[Records from a collection]
******
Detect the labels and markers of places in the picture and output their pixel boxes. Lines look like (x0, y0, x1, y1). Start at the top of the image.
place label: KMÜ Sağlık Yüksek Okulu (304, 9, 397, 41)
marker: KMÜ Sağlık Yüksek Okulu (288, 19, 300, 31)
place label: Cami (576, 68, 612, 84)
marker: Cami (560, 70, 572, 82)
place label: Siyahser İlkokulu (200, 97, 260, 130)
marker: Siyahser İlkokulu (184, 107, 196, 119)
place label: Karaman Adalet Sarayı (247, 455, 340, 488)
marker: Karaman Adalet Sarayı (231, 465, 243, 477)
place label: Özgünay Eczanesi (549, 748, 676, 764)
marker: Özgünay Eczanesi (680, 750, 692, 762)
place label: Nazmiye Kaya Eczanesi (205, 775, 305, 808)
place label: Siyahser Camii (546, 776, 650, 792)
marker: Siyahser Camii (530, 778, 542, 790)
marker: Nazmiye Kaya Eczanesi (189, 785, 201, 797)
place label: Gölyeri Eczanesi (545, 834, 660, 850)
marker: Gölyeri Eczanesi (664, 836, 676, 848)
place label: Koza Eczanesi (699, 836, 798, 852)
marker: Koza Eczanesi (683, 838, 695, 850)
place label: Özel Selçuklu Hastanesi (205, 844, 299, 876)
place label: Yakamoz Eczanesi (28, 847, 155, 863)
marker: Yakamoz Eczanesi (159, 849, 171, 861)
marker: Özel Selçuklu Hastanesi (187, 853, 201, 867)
******
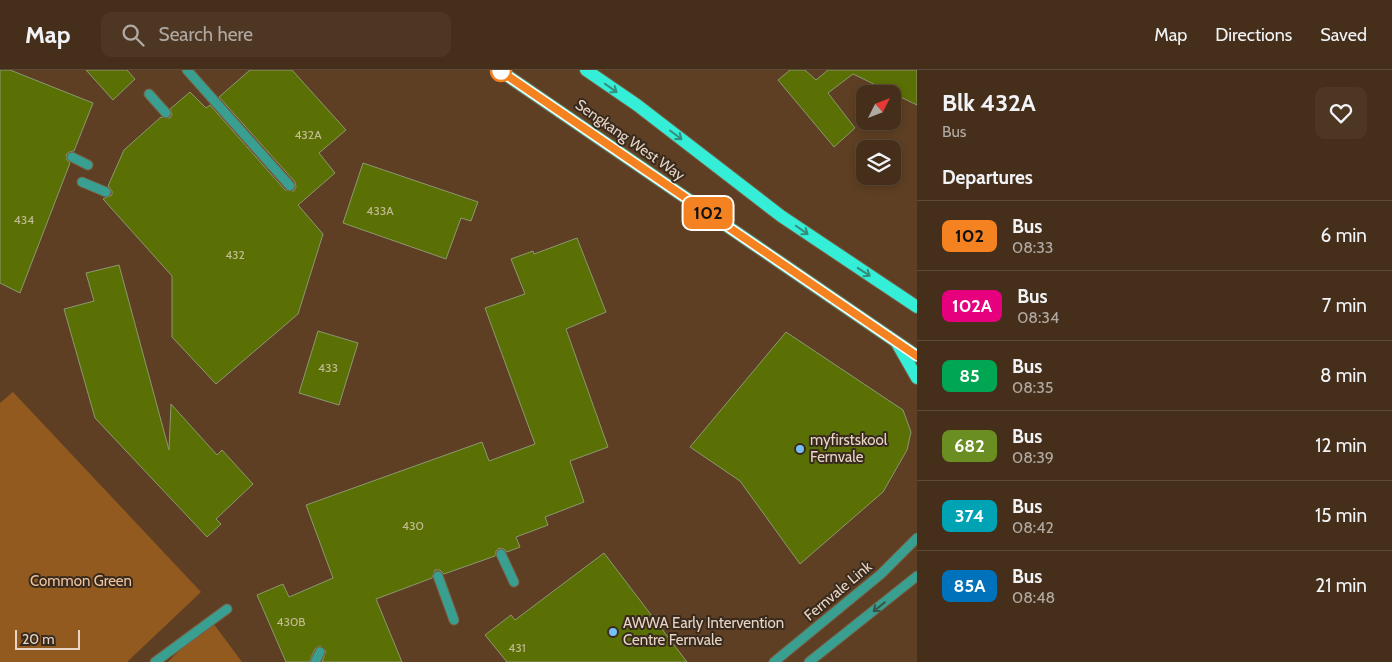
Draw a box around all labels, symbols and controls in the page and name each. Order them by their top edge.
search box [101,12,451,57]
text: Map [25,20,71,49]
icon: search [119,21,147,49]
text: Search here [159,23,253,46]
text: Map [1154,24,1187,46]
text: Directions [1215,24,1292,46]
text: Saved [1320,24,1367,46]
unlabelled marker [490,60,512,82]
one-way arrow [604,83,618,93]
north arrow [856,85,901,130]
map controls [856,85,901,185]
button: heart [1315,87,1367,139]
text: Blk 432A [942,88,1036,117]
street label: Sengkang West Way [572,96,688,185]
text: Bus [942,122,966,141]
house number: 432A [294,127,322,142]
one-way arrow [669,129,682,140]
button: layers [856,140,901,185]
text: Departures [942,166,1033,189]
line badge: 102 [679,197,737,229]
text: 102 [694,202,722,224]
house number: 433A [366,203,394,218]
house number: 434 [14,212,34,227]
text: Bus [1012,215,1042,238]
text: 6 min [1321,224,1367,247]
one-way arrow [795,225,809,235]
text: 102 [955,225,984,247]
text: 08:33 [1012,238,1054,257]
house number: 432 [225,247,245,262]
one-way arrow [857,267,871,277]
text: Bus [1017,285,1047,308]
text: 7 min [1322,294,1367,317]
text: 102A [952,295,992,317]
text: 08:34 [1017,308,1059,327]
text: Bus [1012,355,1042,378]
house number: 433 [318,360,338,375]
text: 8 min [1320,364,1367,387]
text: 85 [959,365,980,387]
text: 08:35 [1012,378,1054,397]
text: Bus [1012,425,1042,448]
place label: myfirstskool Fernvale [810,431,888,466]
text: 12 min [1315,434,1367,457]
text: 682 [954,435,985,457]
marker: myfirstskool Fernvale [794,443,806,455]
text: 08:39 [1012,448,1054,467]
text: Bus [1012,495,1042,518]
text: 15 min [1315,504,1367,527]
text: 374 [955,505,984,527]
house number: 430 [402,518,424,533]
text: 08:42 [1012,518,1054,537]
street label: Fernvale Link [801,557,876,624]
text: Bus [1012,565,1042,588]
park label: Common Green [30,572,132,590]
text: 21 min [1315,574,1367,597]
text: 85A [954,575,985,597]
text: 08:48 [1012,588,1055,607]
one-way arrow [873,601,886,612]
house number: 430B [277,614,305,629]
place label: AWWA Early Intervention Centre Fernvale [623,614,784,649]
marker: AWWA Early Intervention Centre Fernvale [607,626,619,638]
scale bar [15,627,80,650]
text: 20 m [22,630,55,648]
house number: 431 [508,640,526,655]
******
Scan the data above. Return every line with "arrow" in it.

one-way arrow [604,83,618,93]
north arrow [856,85,901,130]
one-way arrow [669,129,682,140]
one-way arrow [795,225,809,235]
one-way arrow [857,267,871,277]
one-way arrow [873,601,886,612]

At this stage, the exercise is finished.